=== TASK BRIEF ===
The reply should be an exact repeat of the listing, with no pictures in it.

• • • • • • •

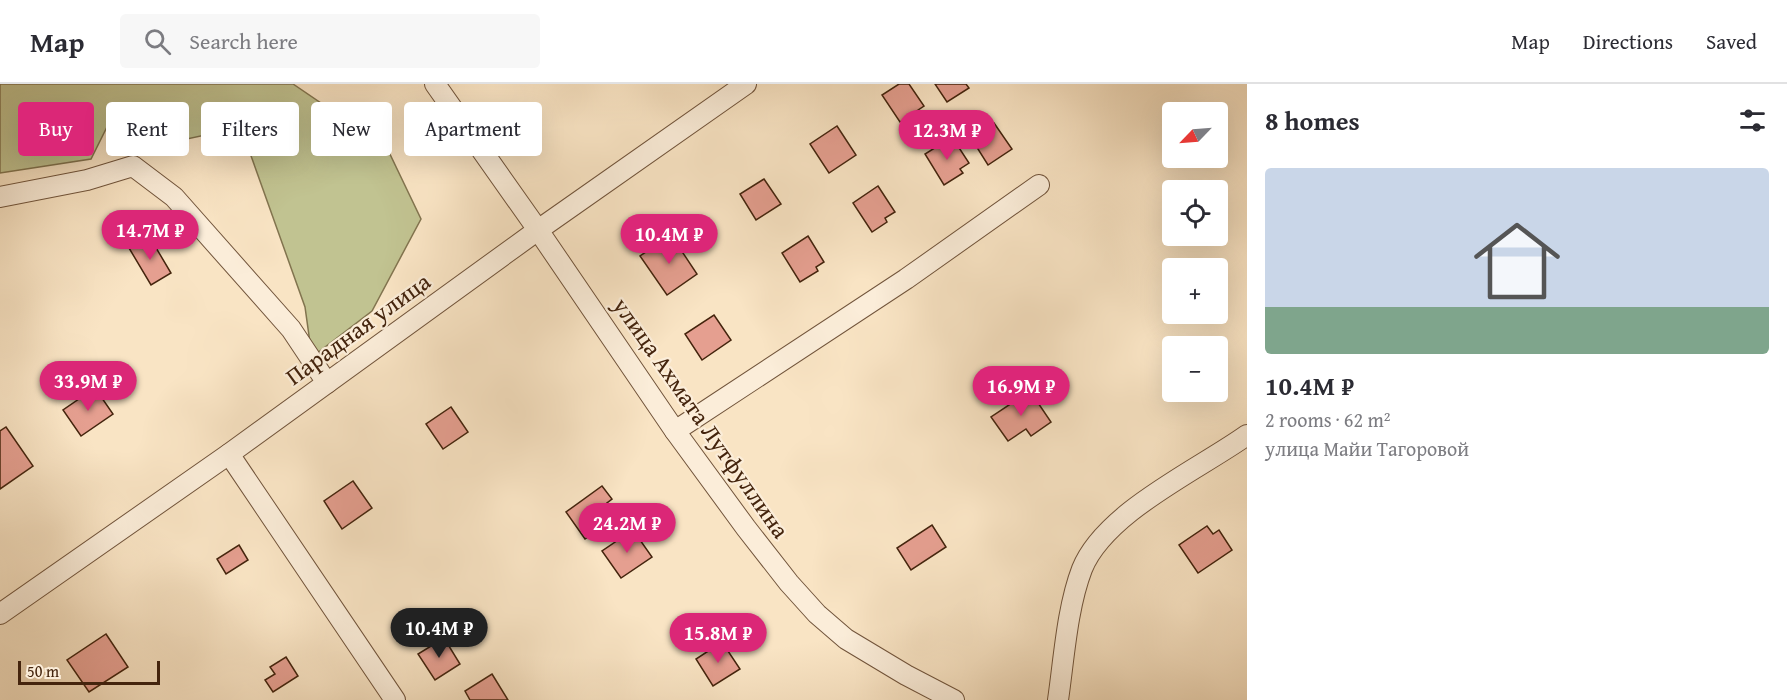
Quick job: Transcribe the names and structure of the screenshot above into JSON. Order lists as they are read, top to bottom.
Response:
{
  "streets": {
    "street": ["Парадная улица", "улица Ахмата Лутфуллина"]
  },
  "crossings": [
    ["Парадная улица", "улица Ахмата Лутфуллина"]
  ],
  "scale_bar": "50 m",
  "north": "bottom left",
  "page": {
    "header": "Map",
    "search": "Search here",
    "nav": ["Map", "Directions", "Saved"],
    "heading": "8 homes",
    "map_buttons": ["+", "−"],
    "chip": [
      "Buy",
      "Rent",
      "Filters",
      "New",
      "Apartment"
    ],
    "price": [
      "12.3M ₽",
      "14.7M ₽",
      "10.4M ₽",
      "33.9M ₽",
      "16.9M ₽",
      "24.2M ₽",
      "10.4M ₽",
      "15.8M ₽"
    ],
    "list": [
      {
        "name": "10.4M ₽",
        "note": "2 rooms · 62 m² · улица Майи Тагоровой"
      }
    ],
    "scale": "50 m"
  }
}
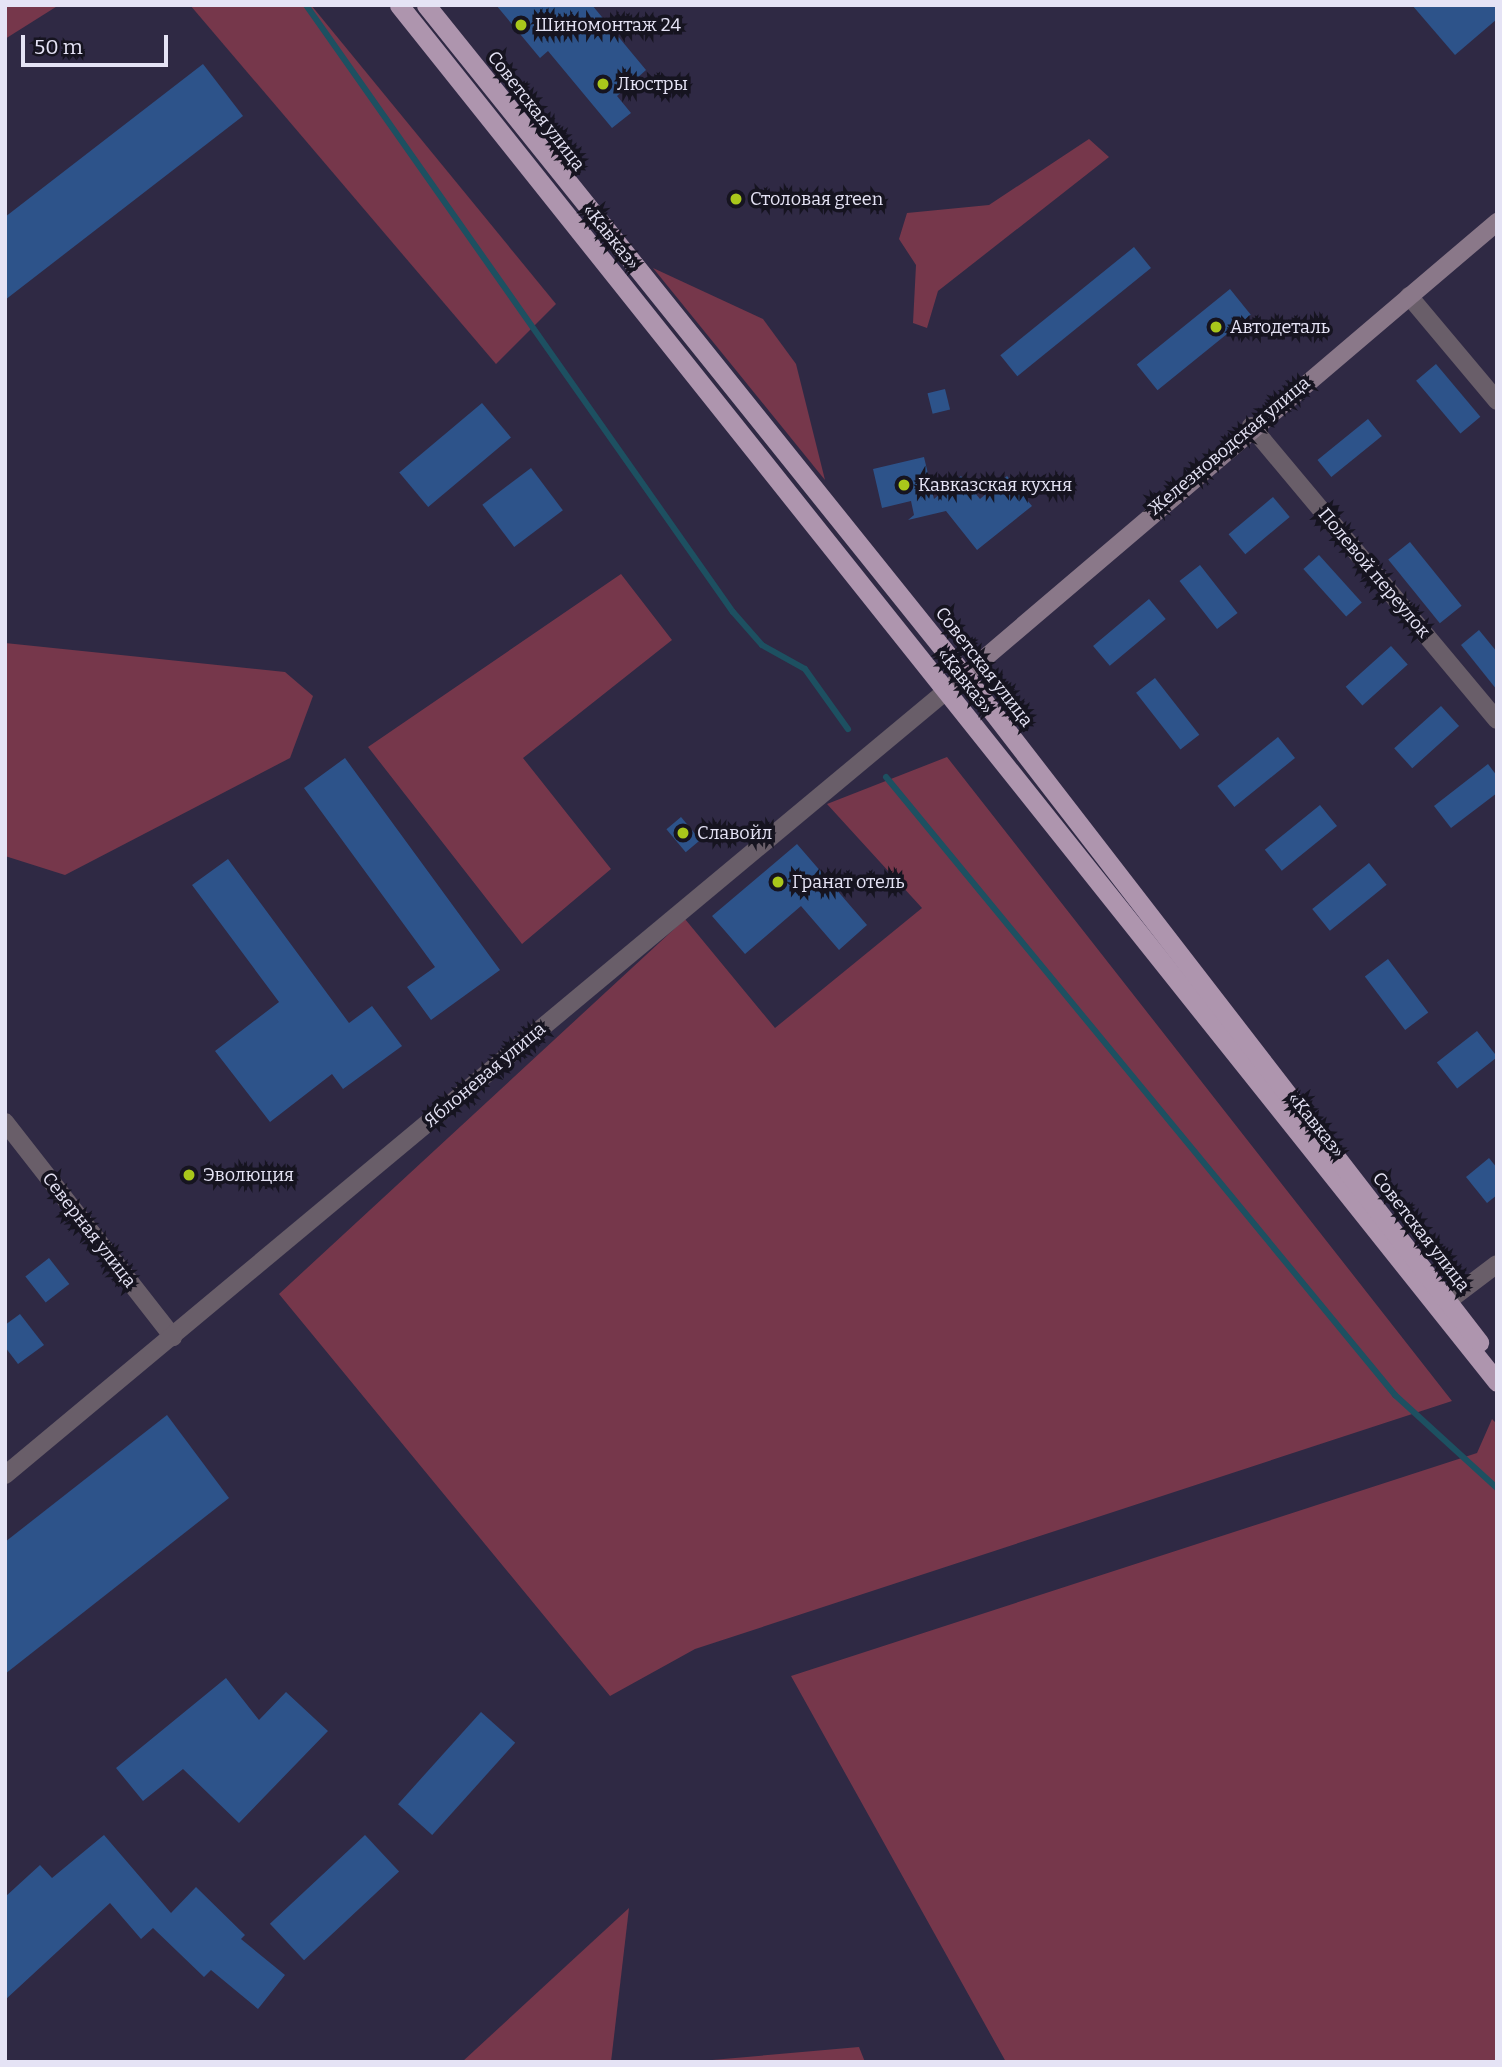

• • • • • • •

=== TASK RESULT ===
Quick job: Transcribe the names and structure of the screenshot above into JSON. Order lists as they are read, top to bottom.
Response:
{
  "streets": {
    "street": ["Парадная улица", "улица Ахмата Лутфуллина"]
  },
  "crossings": [
    ["Парадная улица", "улица Ахмата Лутфуллина"]
  ],
  "scale_bar": "50 m",
  "north": "bottom left",
  "page": {
    "header": "Map",
    "search": "Search here",
    "nav": ["Map", "Directions", "Saved"],
    "heading": "8 homes",
    "map_buttons": ["+", "−"],
    "chip": [
      "Buy",
      "Rent",
      "Filters",
      "New",
      "Apartment"
    ],
    "price": [
      "12.3M ₽",
      "14.7M ₽",
      "10.4M ₽",
      "33.9M ₽",
      "16.9M ₽",
      "24.2M ₽",
      "10.4M ₽",
      "15.8M ₽"
    ],
    "list": [
      {
        "name": "10.4M ₽",
        "note": "2 rooms · 62 m² · улица Майи Тагоровой"
      }
    ],
    "scale": "50 m"
  }
}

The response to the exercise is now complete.